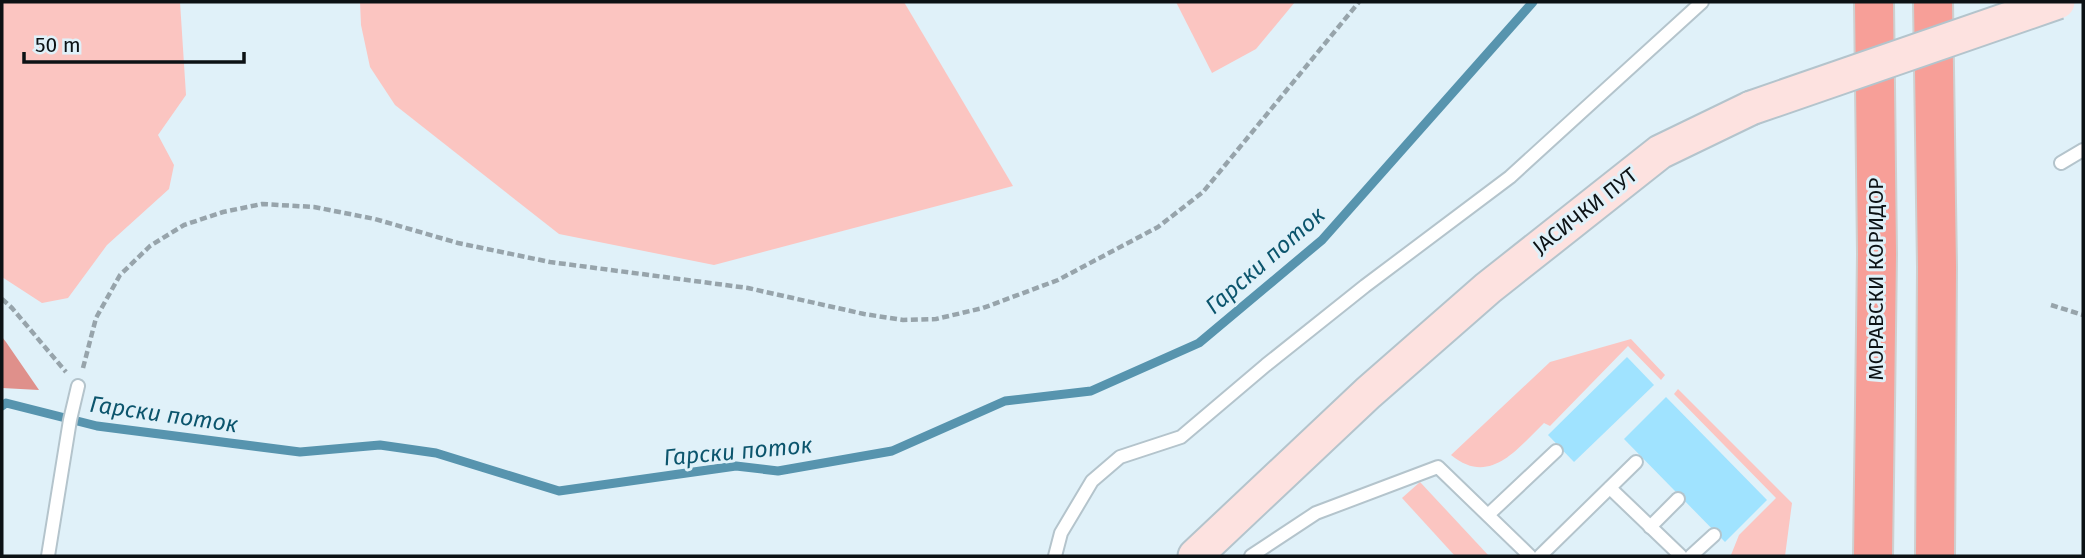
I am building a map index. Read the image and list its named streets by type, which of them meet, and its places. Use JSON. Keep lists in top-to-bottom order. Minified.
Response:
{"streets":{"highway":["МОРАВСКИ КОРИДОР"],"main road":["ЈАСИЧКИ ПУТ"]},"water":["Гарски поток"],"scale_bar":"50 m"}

-- -- --

From the listing, extract all text exactly as given and drop any picture.

I am building a map index. Read the image and list its named streets by type, which of them meet, and its places. Use JSON. Keep lists in top-to-bottom order. Minified.
Response:
{"streets":{"highway":["МОРАВСКИ КОРИДОР"],"main road":["ЈАСИЧКИ ПУТ"]},"water":["Гарски поток"],"scale_bar":"50 m"}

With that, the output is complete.